2.5 Cell viability assay

Cell viability was determined using the MTS-based assay Promega Cell Titer Aqueous One (Promega, Cat. No. G3582). Cells were seeded in 96-well plates at a seeding density of 15,000 cells/well. Cells were then treated with indicated drugs and incubated for 24 and 48 hours. Cell staining and quantification of viability were performed according to the manufacturer’s instructions. All experiments were performed in triplicate.
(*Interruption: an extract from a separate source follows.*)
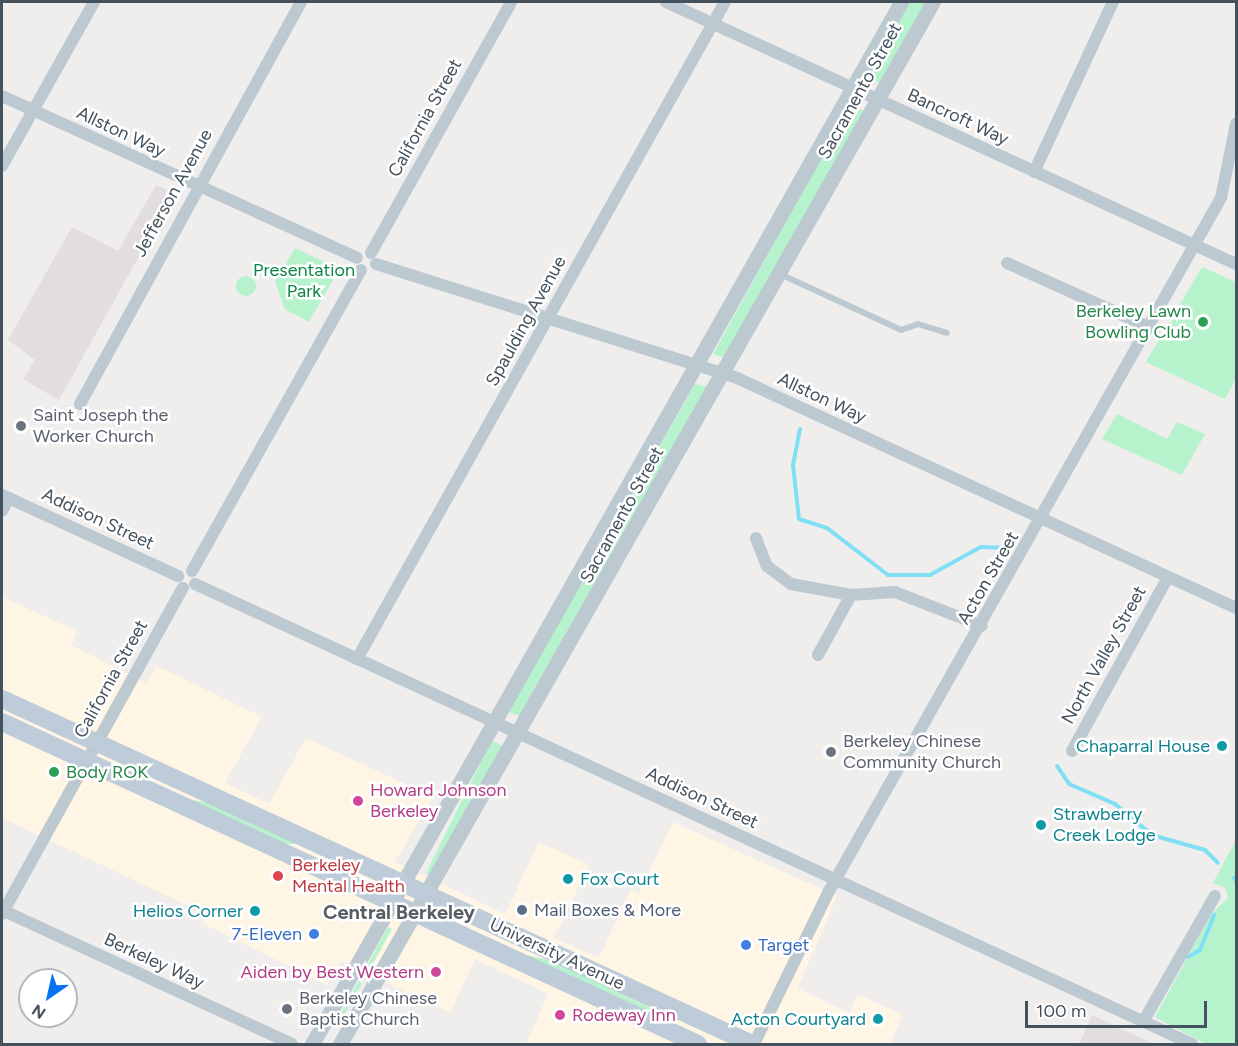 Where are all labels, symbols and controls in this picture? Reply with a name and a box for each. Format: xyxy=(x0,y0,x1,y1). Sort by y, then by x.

2.6 Apoptosis and annexin V-FITC and PI staining assay

Apoptotic cells were detected by an annexin V-FITC/PI apoptosis detection kit (Thermofisher, USA) according to manufacturer’s instruction. After incubation with bortezomib for 24h, cells were trypsinized, washed, and collected (1x106 cells). Cells were then suspended in binding buffer with staining by Annexin-FITC and PI solution for 30 min. Cells were analyzed using a flow cytometer BD FACS Canto II (Franklin Lakes, NJ).

2.7 Statistical analysis

Data represented as mean ± SD of at least 3 biological replicates unless indicated otherwise. Unpaired Student’s t-test was used to compare differences between groups. When the assumption of Gaussian distribution was not met, a non-parametric Mann–Whitney U-test was used for comparisons. For comparisons between more than two groups, a one- or two-way ANOVA was performed. A p value of <0.05 was considered statistically significant. Statistical analysis was performed in Graphpad Prism software.

3 Results

3.1 Proteasome inhibition results in degradation of mutant but not wildtype p53 in lung cancer cell lines

We had previously observed that oncogenic mutant p53 was paradoxically depleted when the proteasome inhibitor, MG132, was used as a positive control for ubiquitination (data not shown). We therefore sought out to determine whether the FDA approved proteasome inhibitor, bortezomib, produced a similar effect of degrading the mutant protein. The lung cancer cell line H1975, which harbors the missense mutant p53 R273H was treated with 100nM bortezomib and harvested at different timepoints up to 24 hours, followed by cell lysis and immunoblotting for p53. As shown in Figures 1A, C, the level of the detected protein decreased with time following proteasome inhibition. Since the proteasome is the primary degradation machinery for wildtype p53, inhibition of the proteasome is expected to result in an accumulation of the wildtype protein. Therefore, we also evaluated the effect of proteasome inhibition in wildtype p53. For this, we used the lung cancer cell line A549, which harbors wildtype p53. Indeed, an inhibition of the proteasome with bortezomib resulted in accumulation of wildtype p53 in a time dependent manner as expected (Figures 1B, D). These results suggested that the depletion of GOF mutant p53, induced by proteasome inhibition, was a phenomenon specific to the mutated protein, and not the wildtype p53 protein.

Figure 1
www.frontiersin.org

Figure 1 Proteasome inhibition results in degradation of mutant p53 protein. Immunoblot analysis of p53 level in R273H mutant bearing lung cancer cell line (H1975) and wildtype p53 bearing lung cancer cell line (A549) treated with 100nM Bortezomib for indicated timepoints (A, B). The intensity of p53 was determined by densitometry using ImageJ software and expressed relative to control (C, D). (E) Lung cancer cell line H1975 (p53R273H) was treated with cycloheximide with and without bortezomib. Cell lysates were obtained at indicated timepoints and immunoblotted with indicated antibodies. (F) Detected bands were quantified on image J and plotted relative to 0 time point. Graph shows average of 3 replicates. * = p<0.05, ns = not significant.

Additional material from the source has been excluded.